Task to complete — Pick out every line in the data below that holds "Vukukhanye".

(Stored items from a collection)

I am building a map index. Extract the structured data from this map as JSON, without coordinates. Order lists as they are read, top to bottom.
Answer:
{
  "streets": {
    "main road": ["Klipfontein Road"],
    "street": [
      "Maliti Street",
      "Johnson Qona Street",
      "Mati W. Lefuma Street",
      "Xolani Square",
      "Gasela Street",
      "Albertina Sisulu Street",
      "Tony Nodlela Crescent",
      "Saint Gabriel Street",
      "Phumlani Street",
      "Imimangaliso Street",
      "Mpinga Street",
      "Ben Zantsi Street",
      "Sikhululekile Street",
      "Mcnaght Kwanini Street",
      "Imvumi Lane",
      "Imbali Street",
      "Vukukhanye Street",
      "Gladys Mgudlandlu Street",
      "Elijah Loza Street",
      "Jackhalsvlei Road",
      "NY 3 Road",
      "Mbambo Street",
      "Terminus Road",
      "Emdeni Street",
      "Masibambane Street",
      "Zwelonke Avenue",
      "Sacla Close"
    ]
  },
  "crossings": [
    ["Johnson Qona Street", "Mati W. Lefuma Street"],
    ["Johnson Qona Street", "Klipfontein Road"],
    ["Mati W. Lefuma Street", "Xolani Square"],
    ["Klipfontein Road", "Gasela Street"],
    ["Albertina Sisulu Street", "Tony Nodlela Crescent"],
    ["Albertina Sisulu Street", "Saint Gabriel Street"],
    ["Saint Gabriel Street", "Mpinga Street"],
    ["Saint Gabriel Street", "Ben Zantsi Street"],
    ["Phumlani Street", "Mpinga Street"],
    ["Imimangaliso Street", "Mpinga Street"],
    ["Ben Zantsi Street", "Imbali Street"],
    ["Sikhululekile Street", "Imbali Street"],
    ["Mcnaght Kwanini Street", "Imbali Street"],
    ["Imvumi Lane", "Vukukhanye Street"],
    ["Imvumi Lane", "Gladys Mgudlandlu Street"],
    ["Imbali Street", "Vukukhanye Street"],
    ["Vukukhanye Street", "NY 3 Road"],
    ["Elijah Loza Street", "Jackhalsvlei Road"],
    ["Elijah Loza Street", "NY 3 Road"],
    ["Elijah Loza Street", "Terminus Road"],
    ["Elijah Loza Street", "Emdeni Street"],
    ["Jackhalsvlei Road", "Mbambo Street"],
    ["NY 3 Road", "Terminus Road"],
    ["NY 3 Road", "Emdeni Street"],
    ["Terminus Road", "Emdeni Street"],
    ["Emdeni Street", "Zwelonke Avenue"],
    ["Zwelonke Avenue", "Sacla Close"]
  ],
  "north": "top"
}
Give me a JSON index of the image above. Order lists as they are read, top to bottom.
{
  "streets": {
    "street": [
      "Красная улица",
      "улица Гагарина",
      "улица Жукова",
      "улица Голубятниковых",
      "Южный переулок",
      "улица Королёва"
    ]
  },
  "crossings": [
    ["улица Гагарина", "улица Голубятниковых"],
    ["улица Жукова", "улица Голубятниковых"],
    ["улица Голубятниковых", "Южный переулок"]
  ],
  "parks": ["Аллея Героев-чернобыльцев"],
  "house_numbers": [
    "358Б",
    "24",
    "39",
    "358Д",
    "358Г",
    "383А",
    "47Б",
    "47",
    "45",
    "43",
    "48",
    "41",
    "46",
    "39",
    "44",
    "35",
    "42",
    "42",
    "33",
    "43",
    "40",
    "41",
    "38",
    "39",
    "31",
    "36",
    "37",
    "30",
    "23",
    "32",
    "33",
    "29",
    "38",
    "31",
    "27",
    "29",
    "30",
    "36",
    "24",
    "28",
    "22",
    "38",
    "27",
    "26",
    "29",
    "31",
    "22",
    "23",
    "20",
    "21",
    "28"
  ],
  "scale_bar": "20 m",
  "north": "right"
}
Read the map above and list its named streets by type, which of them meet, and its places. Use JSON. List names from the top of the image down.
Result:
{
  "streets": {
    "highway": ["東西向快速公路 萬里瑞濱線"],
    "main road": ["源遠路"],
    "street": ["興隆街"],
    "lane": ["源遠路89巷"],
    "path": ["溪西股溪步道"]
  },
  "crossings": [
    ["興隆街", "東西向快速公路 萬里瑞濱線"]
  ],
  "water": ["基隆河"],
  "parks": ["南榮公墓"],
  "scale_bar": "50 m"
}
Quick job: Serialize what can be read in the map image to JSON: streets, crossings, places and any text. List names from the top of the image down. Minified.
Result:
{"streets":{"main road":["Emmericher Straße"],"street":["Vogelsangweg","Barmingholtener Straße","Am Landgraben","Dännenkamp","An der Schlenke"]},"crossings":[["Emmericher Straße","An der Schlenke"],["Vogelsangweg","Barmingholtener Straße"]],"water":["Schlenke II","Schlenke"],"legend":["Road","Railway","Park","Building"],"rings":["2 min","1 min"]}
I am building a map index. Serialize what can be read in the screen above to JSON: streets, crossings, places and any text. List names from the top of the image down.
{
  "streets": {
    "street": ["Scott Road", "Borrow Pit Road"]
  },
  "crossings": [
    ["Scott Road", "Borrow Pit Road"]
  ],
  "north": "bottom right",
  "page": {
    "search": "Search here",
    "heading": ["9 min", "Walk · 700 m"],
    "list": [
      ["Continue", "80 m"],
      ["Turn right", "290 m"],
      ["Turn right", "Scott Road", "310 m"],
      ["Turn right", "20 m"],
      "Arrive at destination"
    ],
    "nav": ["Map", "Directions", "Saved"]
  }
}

Output of the task —
      "Vukukhanye Street",
    ["Imvumi Lane", "Vukukhanye Street"],
    ["Imbali Street", "Vukukhanye Street"],
    ["Vukukhanye Street", "NY 3 Road"],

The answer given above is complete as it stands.